[Prompt] The reply has to be a number alone, equal to how many lines in the entries below hold the string "coordinates".

┌──

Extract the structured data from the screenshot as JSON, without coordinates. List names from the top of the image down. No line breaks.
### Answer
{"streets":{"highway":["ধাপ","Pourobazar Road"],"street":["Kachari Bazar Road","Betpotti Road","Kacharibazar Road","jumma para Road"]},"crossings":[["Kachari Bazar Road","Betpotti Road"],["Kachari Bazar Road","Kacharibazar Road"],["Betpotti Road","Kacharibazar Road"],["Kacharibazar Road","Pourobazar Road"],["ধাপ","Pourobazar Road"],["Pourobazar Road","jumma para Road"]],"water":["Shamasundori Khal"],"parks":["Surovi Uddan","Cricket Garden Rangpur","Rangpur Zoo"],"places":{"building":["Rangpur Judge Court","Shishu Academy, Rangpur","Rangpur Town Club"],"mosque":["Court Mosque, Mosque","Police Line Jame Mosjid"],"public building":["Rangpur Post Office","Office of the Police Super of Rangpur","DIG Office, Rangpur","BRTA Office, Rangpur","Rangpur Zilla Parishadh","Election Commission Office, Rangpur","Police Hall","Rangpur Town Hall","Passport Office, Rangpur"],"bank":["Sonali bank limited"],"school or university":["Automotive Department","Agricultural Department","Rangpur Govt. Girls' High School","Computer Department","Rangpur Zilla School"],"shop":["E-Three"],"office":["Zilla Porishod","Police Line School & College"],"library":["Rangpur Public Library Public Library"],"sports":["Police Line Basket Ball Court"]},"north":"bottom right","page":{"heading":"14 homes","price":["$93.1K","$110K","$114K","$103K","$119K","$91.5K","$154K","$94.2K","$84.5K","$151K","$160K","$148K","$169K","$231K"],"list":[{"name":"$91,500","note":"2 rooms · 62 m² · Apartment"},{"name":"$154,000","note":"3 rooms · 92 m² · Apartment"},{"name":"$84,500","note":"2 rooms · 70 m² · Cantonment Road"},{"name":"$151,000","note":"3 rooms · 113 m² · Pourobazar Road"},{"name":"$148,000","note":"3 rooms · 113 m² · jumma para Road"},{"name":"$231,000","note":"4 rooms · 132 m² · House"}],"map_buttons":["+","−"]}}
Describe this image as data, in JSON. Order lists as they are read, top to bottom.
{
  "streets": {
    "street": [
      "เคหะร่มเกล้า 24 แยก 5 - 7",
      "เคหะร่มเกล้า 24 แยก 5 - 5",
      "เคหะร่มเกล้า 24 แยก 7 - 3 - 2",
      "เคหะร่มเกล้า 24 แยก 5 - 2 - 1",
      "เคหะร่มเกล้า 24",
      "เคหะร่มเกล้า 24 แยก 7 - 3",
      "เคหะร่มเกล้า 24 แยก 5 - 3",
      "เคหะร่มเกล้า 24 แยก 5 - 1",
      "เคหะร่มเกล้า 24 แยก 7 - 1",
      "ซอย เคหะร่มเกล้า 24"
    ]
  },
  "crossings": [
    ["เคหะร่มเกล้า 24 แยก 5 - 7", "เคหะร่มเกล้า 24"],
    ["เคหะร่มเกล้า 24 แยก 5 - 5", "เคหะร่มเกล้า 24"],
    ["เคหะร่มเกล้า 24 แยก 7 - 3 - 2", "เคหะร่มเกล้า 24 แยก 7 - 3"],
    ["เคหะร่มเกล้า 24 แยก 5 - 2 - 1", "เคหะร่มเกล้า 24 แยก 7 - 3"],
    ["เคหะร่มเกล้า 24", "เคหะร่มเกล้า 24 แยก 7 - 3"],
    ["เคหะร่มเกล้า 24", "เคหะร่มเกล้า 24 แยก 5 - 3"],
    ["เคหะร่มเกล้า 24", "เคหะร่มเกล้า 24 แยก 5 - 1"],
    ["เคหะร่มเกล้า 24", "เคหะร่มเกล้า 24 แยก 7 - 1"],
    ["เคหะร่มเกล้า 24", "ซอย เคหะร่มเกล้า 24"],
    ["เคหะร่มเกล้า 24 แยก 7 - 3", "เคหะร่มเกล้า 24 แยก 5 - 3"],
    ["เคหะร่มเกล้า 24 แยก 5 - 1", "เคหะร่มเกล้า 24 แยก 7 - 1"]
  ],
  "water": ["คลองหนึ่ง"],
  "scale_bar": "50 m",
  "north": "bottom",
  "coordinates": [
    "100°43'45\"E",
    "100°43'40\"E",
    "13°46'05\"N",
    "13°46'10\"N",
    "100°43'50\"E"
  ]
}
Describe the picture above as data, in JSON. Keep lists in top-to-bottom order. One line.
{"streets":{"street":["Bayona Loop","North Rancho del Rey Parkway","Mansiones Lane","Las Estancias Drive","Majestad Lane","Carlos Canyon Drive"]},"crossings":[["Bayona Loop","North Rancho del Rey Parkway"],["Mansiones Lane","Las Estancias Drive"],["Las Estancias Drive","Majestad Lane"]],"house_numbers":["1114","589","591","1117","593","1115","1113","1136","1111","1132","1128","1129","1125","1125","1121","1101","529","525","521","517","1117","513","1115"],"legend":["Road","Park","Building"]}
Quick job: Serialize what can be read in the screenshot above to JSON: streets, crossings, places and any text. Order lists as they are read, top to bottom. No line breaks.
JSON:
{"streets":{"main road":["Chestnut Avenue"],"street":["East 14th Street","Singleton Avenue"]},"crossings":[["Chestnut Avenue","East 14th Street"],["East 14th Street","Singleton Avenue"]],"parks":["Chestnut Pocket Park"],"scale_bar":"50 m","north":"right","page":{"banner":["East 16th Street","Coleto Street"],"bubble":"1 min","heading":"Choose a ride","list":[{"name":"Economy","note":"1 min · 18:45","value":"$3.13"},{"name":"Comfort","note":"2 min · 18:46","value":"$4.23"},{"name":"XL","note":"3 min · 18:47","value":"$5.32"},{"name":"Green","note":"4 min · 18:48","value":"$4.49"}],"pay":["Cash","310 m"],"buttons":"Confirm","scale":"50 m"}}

└──

[Answer for the task] 2